No começo de 2018, Jair Bolsonaro anunciou que aderiria ao PSL, legenda pela qual disputaria e ganharia a Presidência da República em outubro. Deputado federal fluminense eleito em 2014 pelo PP, o então parlamentar se aproveitou da janela de troca de legenda que beneficiou, extraordinariamente, deputados em 2016 e foi para o PSC. No seu destino, ele não teve aquilo que sempre buscou no hoje Progressistas: a garantia de que poderia disputar o Planalto. Assim, em 2018, nova troca — desta vez para o PSL, depois de fazer o PEN mudar de nome, adotar a “alcunha” de Patriota ser abandonado na expectativa da chegada do “mito”.
Quando Bolsonaro venceu o pleito nacional e tomou posse na Presidência, respondi várias vezes à pergunta “E o que será do PSL?” Só existiam duas alternativas no horizonte: virava partido estruturado ou se partia. Usei como elemento central para o meu argumento a ideia de que quando chegou ao poder federal, em 1995, o PSDB saltou de aproximadamente 300 prefeitos eleitos, em 1992, para cerca de mil, em 1996. E o PT, quando se aboletou no Planalto em 2003, partiu de cerca de 2 mil cidades onde disputou prefeituras em 2000, para em torno de 4 mil municípios onde esteve registrado no pleito majoritário em 2004. Percebe? A legenda que controla o Executivo federal, dono do poderoso cofre arrecadatório nacional, tende a crescer localmente.
E o PSL? Pois é: o partido conseguiu perder Bolsonaro antes mesmo do pleito municipal de 2020. Primeiro, porque, alegando que o epicentro do crescimento era ele, o presidente queria a legenda para seu grupo, e não a obteve.
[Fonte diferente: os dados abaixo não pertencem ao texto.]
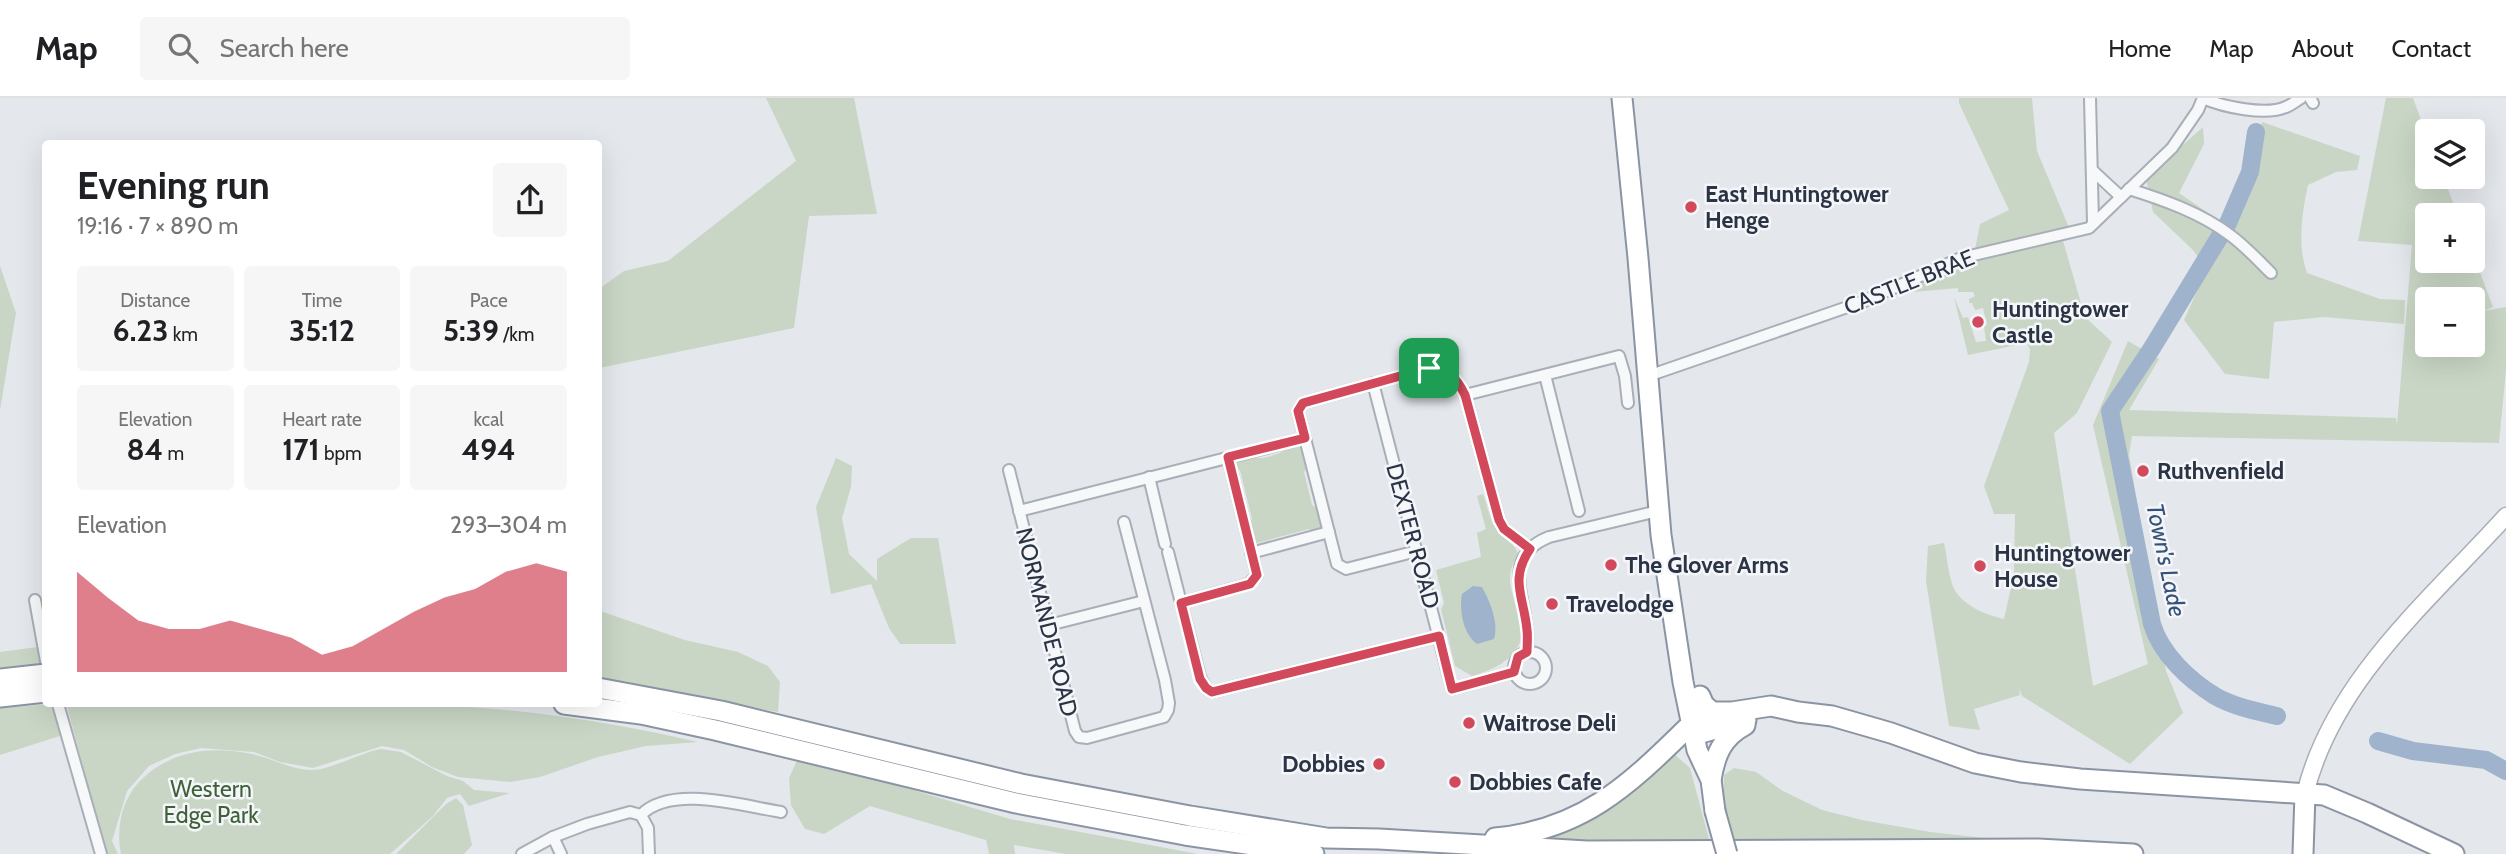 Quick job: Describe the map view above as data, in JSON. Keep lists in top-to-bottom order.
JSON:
{
  "streets": {
    "street": ["CASTLE BRAE", "DEXTER ROAD", "NORMANDE ROAD"]
  },
  "water": ["Town's Lade"],
  "parks": ["Western Edge Park"],
  "places": [
    "East Huntingtower Henge",
    "Huntingtower Castle",
    "Ruthvenfield",
    "The Glover Arms",
    "Huntingtower House",
    "Travelodge",
    "Waitrose Deli",
    "Dobbies",
    "Dobbies Cafe"
  ],
  "page": {
    "header": "Map",
    "search": "Search here",
    "nav": [
      "Home",
      "Map",
      "About",
      "Contact"
    ],
    "map_buttons": ["+", "−"],
    "heading": ["Evening run", "19:16 · 7 × 890 m"],
    "stats": [
      ["Distance", "6.23 km"],
      ["Time", "35:12"],
      ["Pace", "5:39 /km"],
      ["Elevation", "84 m"],
      ["Heart rate", "171 bpm"],
      ["kcal", "494"]
    ],
    "chart": ["Elevation", "293–304 m"]
  }
} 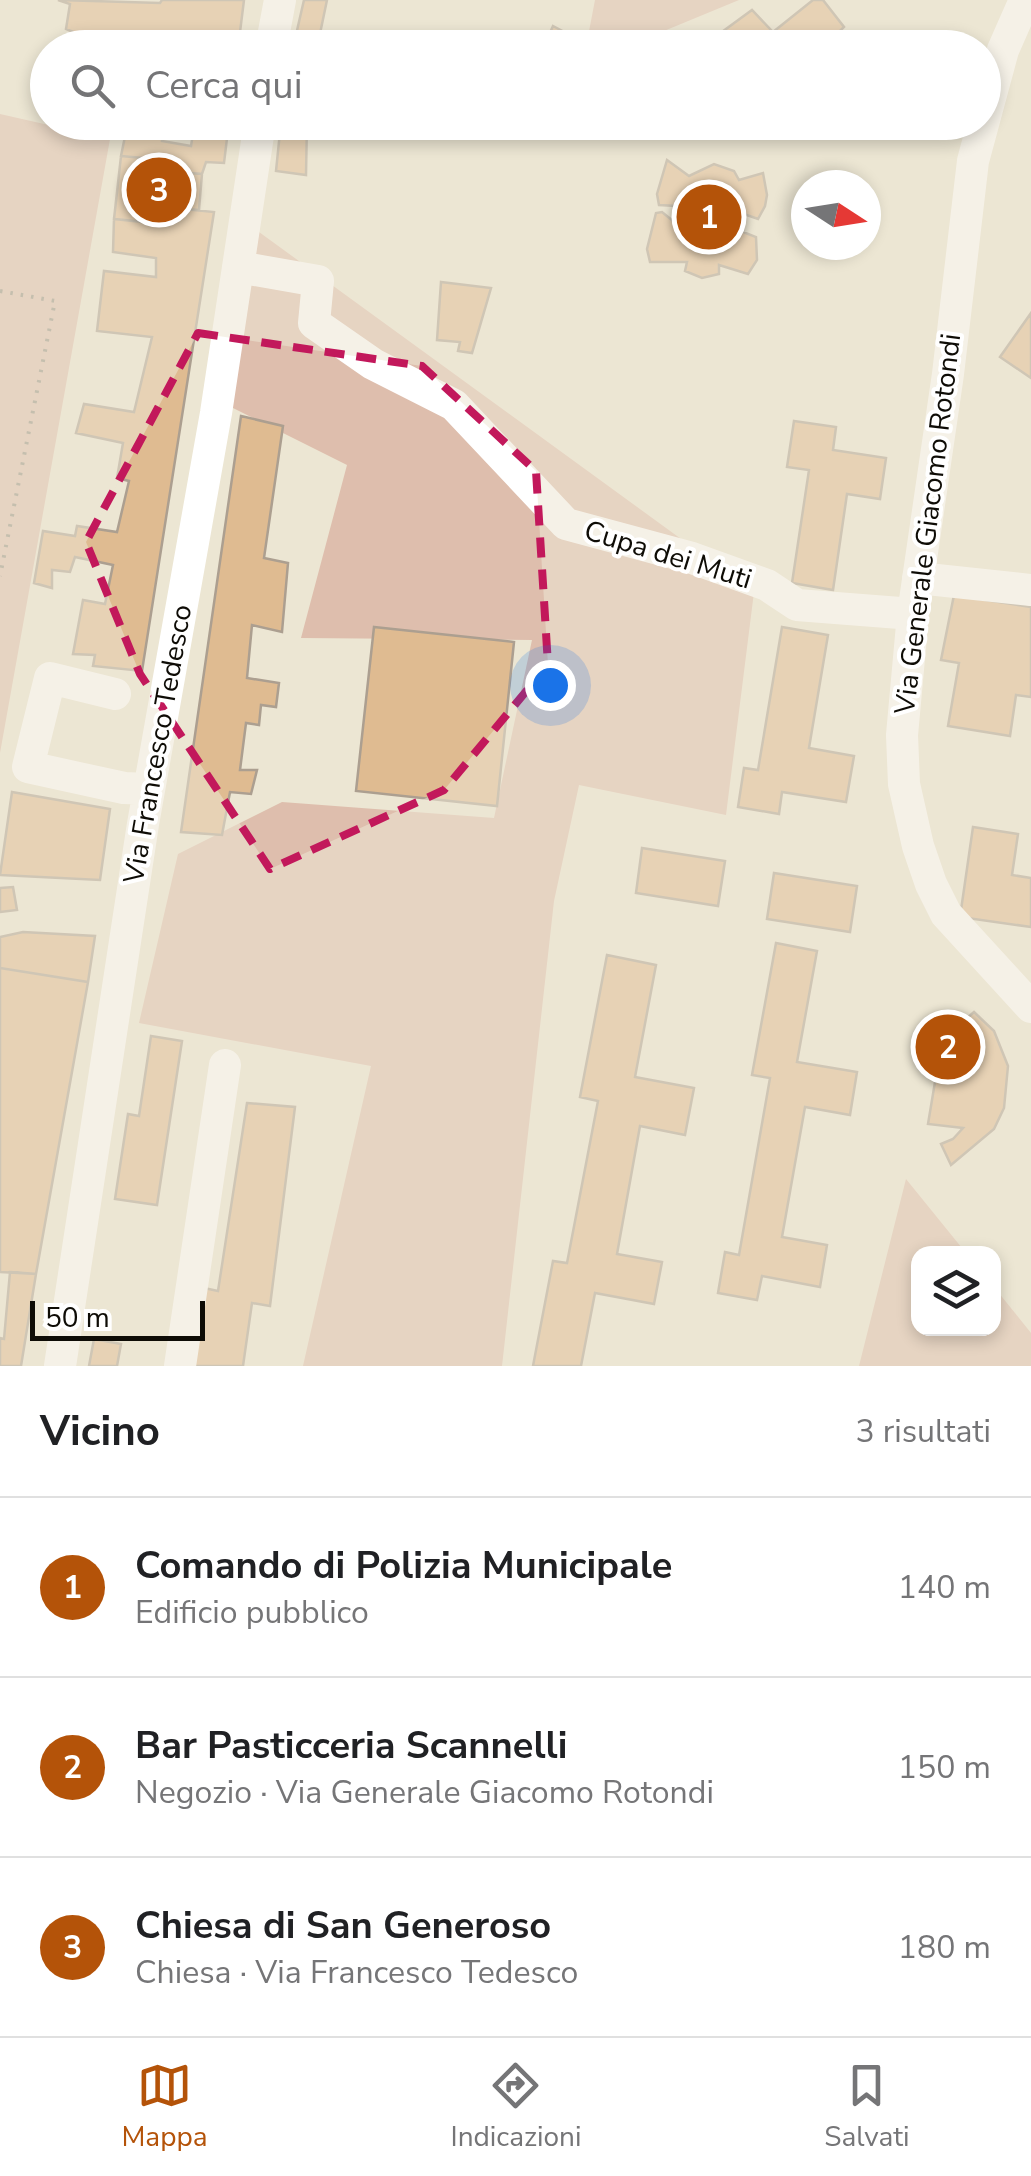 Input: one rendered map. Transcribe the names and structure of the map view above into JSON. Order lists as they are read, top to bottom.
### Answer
{
  "streets": {
    "street": ["Via Generale Giacomo Rotondi", "Cupa dei Muti", "Via Francesco Tedesco"]
  },
  "crossings": [
    ["Via Generale Giacomo Rotondi", "Cupa dei Muti"],
    ["Cupa dei Muti", "Via Francesco Tedesco"]
  ],
  "scale_bar": "50 m",
  "north": "right",
  "page": {
    "search": "Cerca qui",
    "pins": ["3", "1", "2"],
    "scale": "50 m",
    "heading": ["Vicino", "3 risultati"],
    "list": [
      {
        "mark": "1",
        "name": "Comando di Polizia Municipale",
        "note": "Edificio pubblico",
        "value": "140 m"
      },
      {
        "mark": "2",
        "name": "Bar Pasticceria Scannelli",
        "note": "Negozio · Via Generale Giacomo Rotondi",
        "value": "150 m"
      },
      {
        "mark": "3",
        "name": "Chiesa di San Generoso",
        "note": "Chiesa · Via Francesco Tedesco",
        "value": "180 m"
      }
    ],
    "nav": ["Mappa", "Indicazioni", "Salvati"]
  }
}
Segundo, porque o partido não entendeu que precisava se consolidar como tal, mas isso seria complexo demais para uma cambada de gente eleita quase aleatoriamente para formar a segunda maior bancada da Câmara dos Deputados — discretamente atrás do PT. Aqui estava o que seria o segredo para a sustentabilidade política da transformação do pequenino PSL em um gigante: dividir o partido e seu caminhão de recursos públicos entre parlamentares para que tais “lideranças” montassem bases regionais capazes de pôr em diálogo a força econômica do Planalto com a força política dos prefeitos, o tradicional ganha-ganha da política. Mas a pergunta que nunca se calará: quem tinha paciência, experiência, interesse e capacidade para algo desse tipo no aleatório e lacrador PSL? Quem ousaria dizer que a tradicional política precisava se sobrepor, mesmo que nos bastidores, à “nova política”? Ninguém, ou uma minoria que não se fez forte. Bolsonaro só se empenharia (e mobilizaria a máquina federal nisso) se o partido fosse dele. Já o partido só conseguiria fazer isso se tivesse Bolsonaro, que nem sequer conseguiu fundar um partido próprio. Mas para além desse perde-perde, parte expressiva do bolsonarismo se elegeu na esteira do ódio, da lacração e das redes sociais. Assim, logo perceberam (ou nunca pararam para pensar) que partido político espraiado e estruturado dá muito trabalho. Resultado? O PSL foi um fracasso em 2020, principalmente se comparado ao PSDB de 1996, ou ao PT de 2004.
Com Bolsonaro distante, e segurando de maneira artificial um monte de eleitos proporcionalmente no PSL, restaria à legenda assistir à abertura da janela de troca partidária em 2022 e a revoada de uma horda de eleitos em 2018 na Câmara e nas assembleias. Foi o que ocorreu? Mais ou menos, pois a fusão com o DEM foi o casamento dos fracassados: o novo rico PSL, que não sabia o que fazer e como organizar tanto recurso, e o ex-milionário falido DEM — que, como o PFL em 1998, foi o último partido brasileiro a tirar das urnas mais de cem deputados federais e, desde 2003, só definhava. À tal União (Brasil) dei o nome, à época da junção, de Partido Viagem a Miami, o sonho de todo novo rico e a realidade possível de todo ex-abastado. Quem se deu bem nisso? O DEM, que gozou do dinheiro do PSL — e ainda assim, juntos, em 2022, tiveram desempenho questionável. A janela de troca partidária abriu, e o União ficou com “apenas” 51 deputados federais. Contudo, muito rico, elegeu 59, o que surpreendeu positivamente alguns, a ponto de um novo acordo de junção, com o Progressistas, esfriar. Mas e em relação a 2018? Naquela ocasião, a dupla PSL e DEM fez, desunida, 81. Pois é…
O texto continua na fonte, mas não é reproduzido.